## REQUIREMENT:
Filter the data for "stream" and copy matching lines.

## RECORD EXTRACTS:
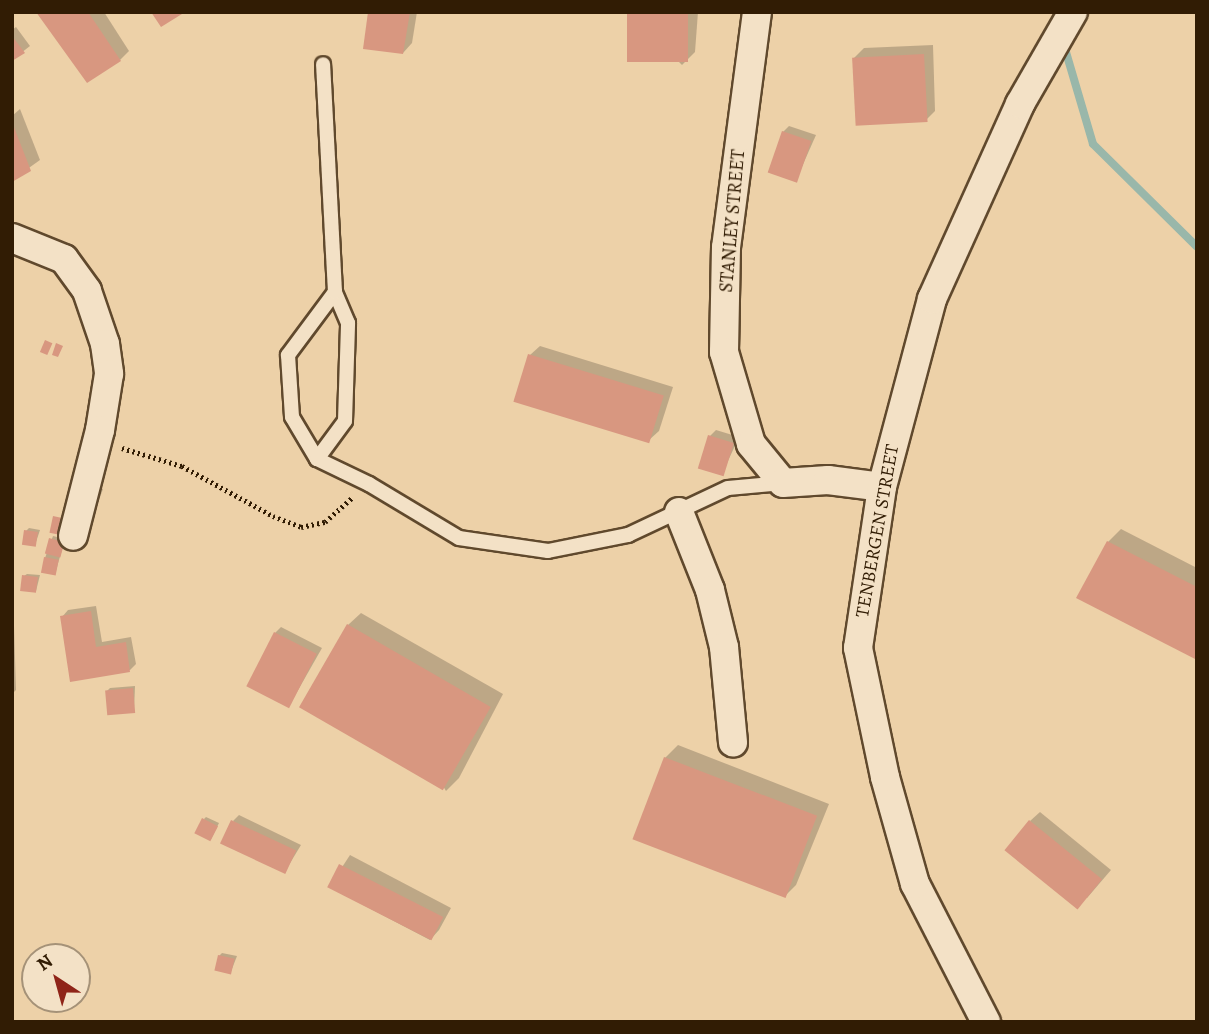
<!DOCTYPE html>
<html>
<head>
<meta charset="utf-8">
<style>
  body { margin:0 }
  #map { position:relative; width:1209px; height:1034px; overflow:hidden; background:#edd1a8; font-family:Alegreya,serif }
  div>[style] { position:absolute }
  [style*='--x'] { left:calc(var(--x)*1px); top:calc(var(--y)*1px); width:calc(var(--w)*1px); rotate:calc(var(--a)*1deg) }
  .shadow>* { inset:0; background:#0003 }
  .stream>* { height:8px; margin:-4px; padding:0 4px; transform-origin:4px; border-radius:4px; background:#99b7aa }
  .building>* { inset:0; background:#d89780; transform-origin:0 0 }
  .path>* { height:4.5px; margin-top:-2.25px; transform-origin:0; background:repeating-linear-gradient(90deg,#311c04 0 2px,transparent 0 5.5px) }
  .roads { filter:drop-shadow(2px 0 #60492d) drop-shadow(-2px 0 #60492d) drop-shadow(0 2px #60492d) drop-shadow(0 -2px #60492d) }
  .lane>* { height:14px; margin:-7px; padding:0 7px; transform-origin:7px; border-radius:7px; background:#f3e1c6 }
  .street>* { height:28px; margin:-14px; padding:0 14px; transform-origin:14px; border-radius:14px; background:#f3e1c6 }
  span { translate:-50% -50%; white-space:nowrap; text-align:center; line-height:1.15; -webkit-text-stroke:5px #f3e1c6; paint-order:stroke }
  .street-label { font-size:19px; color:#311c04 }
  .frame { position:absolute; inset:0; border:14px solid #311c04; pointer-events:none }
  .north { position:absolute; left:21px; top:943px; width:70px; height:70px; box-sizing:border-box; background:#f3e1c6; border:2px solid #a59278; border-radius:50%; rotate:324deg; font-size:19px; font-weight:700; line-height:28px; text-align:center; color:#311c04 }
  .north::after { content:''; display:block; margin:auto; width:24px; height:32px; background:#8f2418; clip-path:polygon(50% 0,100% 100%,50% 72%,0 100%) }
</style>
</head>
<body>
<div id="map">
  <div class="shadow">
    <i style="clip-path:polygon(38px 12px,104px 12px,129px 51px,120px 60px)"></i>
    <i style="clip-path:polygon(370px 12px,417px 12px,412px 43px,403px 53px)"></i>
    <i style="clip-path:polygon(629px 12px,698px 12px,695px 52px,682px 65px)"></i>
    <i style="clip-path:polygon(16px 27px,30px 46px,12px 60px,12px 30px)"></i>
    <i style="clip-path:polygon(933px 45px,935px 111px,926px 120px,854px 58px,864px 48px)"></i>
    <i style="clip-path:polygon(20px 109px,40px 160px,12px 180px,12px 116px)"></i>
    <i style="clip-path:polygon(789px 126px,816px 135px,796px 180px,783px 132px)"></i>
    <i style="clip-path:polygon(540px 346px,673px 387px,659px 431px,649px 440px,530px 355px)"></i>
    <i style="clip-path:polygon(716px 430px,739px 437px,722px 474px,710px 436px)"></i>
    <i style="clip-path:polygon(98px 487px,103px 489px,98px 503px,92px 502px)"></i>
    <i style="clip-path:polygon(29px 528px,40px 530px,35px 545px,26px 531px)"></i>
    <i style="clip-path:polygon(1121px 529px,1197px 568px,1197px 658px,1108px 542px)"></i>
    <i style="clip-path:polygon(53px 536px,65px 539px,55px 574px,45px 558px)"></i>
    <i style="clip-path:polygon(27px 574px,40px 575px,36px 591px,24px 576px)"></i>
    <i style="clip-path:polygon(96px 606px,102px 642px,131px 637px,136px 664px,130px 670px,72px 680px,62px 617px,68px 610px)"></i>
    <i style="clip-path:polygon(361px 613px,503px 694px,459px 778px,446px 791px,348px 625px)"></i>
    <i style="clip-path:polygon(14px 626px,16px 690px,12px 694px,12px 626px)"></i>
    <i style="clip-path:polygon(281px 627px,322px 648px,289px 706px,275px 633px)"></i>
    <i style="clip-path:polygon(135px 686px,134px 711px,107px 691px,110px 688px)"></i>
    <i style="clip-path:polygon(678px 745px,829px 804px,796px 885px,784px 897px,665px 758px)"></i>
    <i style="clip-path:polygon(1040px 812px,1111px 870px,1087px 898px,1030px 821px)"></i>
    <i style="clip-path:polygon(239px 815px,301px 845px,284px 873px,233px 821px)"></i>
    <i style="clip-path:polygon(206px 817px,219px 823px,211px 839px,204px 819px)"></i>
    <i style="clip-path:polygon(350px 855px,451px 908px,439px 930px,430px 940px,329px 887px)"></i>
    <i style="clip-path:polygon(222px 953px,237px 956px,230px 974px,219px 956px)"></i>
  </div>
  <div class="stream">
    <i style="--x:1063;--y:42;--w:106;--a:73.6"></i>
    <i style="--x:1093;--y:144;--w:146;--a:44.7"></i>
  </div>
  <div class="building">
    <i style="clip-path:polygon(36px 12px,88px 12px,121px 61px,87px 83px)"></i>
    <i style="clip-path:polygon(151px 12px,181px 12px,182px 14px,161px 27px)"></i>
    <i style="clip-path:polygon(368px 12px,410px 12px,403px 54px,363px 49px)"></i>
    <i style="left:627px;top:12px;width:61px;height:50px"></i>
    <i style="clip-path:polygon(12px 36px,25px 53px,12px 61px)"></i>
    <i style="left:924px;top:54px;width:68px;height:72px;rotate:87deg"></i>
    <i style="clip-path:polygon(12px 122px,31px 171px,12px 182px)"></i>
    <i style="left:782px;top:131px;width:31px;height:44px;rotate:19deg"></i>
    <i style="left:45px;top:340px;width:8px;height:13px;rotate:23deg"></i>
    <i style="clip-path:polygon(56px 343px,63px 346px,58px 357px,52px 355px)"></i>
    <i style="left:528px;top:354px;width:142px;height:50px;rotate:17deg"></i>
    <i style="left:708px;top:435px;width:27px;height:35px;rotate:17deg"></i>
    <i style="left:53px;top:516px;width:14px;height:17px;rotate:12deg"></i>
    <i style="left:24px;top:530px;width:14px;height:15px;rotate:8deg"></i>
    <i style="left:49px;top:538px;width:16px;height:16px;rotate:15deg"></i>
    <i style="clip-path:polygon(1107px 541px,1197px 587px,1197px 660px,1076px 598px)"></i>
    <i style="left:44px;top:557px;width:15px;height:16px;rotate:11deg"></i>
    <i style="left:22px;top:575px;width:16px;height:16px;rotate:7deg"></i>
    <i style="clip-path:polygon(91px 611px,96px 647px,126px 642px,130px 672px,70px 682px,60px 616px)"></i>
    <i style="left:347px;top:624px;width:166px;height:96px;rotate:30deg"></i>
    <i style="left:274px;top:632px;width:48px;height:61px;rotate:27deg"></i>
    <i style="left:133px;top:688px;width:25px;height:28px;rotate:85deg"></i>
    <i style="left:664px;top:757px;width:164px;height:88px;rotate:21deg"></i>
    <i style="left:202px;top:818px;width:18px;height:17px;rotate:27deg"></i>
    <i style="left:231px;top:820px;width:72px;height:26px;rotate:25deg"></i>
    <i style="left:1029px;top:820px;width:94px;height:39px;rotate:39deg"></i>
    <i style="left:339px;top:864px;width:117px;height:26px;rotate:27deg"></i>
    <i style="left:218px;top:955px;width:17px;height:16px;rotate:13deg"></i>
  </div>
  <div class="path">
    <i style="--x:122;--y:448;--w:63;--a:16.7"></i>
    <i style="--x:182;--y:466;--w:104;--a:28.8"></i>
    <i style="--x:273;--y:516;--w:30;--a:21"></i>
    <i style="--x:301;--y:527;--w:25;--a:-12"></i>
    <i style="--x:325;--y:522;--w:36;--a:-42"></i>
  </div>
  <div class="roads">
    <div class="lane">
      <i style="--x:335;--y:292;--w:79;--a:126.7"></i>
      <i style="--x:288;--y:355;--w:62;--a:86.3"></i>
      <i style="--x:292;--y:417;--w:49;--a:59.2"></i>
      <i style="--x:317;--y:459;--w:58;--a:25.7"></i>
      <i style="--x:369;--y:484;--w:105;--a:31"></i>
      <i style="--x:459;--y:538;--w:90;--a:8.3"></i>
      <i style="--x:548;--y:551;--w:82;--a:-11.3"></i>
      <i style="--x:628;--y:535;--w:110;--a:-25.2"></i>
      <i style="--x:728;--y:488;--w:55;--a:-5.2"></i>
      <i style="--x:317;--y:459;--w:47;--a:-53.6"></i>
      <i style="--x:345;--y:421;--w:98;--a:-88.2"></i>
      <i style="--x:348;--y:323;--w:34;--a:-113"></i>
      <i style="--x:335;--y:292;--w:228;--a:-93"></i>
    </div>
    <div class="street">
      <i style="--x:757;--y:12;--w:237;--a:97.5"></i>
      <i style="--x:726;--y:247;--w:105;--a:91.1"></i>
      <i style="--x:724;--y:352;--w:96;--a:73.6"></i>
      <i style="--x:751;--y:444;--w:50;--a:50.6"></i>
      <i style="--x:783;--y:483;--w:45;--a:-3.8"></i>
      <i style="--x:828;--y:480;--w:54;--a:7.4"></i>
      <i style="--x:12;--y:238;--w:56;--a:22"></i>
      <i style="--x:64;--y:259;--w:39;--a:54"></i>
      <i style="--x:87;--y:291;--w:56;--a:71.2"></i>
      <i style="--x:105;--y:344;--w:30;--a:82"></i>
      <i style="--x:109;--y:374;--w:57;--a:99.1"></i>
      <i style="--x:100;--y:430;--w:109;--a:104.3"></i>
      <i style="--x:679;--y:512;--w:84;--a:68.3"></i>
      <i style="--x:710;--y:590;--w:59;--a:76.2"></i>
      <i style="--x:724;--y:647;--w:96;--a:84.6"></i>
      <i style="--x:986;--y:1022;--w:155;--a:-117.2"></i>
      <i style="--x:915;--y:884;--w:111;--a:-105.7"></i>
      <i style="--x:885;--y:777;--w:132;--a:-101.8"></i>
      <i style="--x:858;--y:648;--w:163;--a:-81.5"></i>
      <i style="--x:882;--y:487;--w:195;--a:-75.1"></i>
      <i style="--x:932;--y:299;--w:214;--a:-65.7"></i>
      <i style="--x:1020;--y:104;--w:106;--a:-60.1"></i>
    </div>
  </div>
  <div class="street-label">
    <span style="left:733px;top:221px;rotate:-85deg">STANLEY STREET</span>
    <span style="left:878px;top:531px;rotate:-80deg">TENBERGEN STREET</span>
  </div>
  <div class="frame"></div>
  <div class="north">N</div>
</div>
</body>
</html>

## SOLVED EXERCISE:
  .stream>* { height:8px; margin:-4px; padding:0 4px; transform-origin:4px; border-radius:4px; background:#99b7aa }
  <div class="stream">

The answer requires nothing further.